Returning to the "bit", it seems so surprising to me that
this was such a late discovery, or rather that its significance
was discovered so late. For instance, if we should seek to communicate
with a putative extraterrestrial civilization, would anyone propose
to do it in some other form than a signal consisting of a series of
0s and 1s (or pulse code modulating a continuous carrier, which amounts
to the same thing)?
We happen to attach a lot of significance to the number ten, but that
is almost certainly a result of our having five digits on each hand.
(Professor Nils
Åslund at the Institute of Technology had this trick question:
"A Martian believes that two times three is ten. How many fingers
does he have on each hand?"  "Aha!", you say, "The
base of his number system must be six, so the answer is three."

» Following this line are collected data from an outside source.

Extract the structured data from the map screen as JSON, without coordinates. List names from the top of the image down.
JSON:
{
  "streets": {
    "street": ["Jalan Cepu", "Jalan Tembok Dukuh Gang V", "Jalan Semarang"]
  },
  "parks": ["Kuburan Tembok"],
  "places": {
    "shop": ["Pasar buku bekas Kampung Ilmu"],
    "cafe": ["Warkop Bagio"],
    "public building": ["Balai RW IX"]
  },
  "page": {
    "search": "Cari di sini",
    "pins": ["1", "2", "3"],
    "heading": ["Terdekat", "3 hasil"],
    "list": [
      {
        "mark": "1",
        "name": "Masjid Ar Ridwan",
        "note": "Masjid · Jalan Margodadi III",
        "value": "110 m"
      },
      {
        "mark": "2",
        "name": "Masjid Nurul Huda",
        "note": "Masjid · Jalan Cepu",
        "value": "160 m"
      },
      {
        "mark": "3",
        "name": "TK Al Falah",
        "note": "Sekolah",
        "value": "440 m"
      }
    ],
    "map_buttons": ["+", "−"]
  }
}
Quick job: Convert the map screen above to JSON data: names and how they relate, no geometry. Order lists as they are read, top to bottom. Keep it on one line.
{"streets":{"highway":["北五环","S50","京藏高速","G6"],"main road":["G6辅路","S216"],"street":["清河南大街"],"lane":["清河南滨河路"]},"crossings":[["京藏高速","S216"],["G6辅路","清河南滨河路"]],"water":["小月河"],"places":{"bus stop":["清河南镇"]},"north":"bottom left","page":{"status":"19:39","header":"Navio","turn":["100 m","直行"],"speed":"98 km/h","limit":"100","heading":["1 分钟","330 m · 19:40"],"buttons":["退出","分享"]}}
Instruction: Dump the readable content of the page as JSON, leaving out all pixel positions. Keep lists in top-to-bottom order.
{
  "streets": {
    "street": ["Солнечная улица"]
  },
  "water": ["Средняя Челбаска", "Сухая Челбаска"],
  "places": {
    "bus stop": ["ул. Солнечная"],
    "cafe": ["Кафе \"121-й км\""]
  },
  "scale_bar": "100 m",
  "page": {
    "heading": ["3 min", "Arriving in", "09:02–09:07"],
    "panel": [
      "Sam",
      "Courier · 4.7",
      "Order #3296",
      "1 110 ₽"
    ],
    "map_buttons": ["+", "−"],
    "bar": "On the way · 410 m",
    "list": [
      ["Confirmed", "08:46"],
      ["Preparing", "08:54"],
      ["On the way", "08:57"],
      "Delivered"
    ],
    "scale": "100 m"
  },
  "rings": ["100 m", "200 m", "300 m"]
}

 "Wrong!", says professor Åslund, "The Martian
has two fingers on each of his three hands!") If
we could start from scratch, the most convenient base for our number
system would probably not be ten (and certainly not two!) but twelve,
divisible by 2, 3, 4 and 6.
Shannon himself seems to have been a colorful character. He designed
and built chessplaying, mazesolving, and juggling machines, and a
motorized pogo stick. He worked at Bell Labs for three decades. On occasion
he would ride a unicycle down the corridors while juggling. He even
modified a unicycle to an offcenter mounting, so that he would bounce
up and down while riding the cycle. He is also credited with having
made
money at the roulette tables in Las Vegas and on the stock market
by applying certain elements of Information Theory.